Andrew Doherty, who is an RCN board member and is a local nurse, gave an indication of the unfilled roles in the Western Trust.

He said the most recent figures show there were 89 unfilled vacancies in acute nursing and other vacancies across community, mental health and senior roles.

Mr Doherty claimed that last week acute respiratory in Altnagelvin Hospital had to close 10 beds and earlier this week there were just three nurses on the acute medical ward. “Nurses may not have time to deliver basic care needs to their patients; medicines may be delayed and procedures may not be done because there are not enough nurses on the wards. Staff are constantly working in an environment where they are so stretched breaks are missed and they constantly worry they are letting their patients down. 
“There is a constant fear of making mistakes and nurses are being consistently exposed to that risk due to staffing levels.”

Nurses in the audience agreed that they are afraid they will make a mistake ‘everyday, every shift’.

One nurse said that closed beds due to nurse shortages are putting extra pressures on staff who work in emergency care, where there is a huge increase in patients attending.

“Around a decade ago there were between 130 and 150 patients each day. Last week we had 260 patients in one day. People there more than 12 hours and it is really difficult to give them the care that they need.

“We don’t do it for money, we do it because we love nursing but we want to be paid the same as everyone else.”

A number of the nurses raised concerns about the use of agency staff, as the Western Trust spent over £3.5 million on agency nursing in 2017-2018. This would pay for 157 newly qualified registered nurses.

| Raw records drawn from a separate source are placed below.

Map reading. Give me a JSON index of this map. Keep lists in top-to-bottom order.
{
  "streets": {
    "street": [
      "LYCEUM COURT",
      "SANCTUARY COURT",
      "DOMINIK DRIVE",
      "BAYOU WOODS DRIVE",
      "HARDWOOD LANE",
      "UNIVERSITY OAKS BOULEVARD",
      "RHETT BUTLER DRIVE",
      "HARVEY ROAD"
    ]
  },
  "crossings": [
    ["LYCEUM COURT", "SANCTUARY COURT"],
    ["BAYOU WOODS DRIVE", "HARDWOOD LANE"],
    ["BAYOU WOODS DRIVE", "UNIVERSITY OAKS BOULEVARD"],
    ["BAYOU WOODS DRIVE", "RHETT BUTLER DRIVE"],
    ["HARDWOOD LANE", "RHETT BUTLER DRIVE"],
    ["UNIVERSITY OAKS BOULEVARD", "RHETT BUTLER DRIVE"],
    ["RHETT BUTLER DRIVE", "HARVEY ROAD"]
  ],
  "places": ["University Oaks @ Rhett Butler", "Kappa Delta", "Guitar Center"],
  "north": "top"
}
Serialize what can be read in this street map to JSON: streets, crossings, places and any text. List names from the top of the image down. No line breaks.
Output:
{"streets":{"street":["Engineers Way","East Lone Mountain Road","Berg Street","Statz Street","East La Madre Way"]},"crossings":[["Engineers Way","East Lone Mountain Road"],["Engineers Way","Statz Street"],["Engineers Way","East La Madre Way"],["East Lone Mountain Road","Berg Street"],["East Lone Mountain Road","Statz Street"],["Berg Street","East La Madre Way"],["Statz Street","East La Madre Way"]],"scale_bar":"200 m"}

One of them said: “All out strike action is needed. I know a lot of people say it’s not about money but tell that to the mortgage man and to all those nurses who are going to food banks. Saying nursing is a vocation is an excuse to justify low wages.

Another nurse described his experience of working within the Trust as ‘impossible’. “There were three nurses to look after 30 seriously ill patients. If you go into any chip shop there are five people behind the counter.”

The nurse left the Trust and now works in the community, however, said ‘nothing has changed.’ The nurse now does three shifts a week and tops up income by working in the hospitality sector.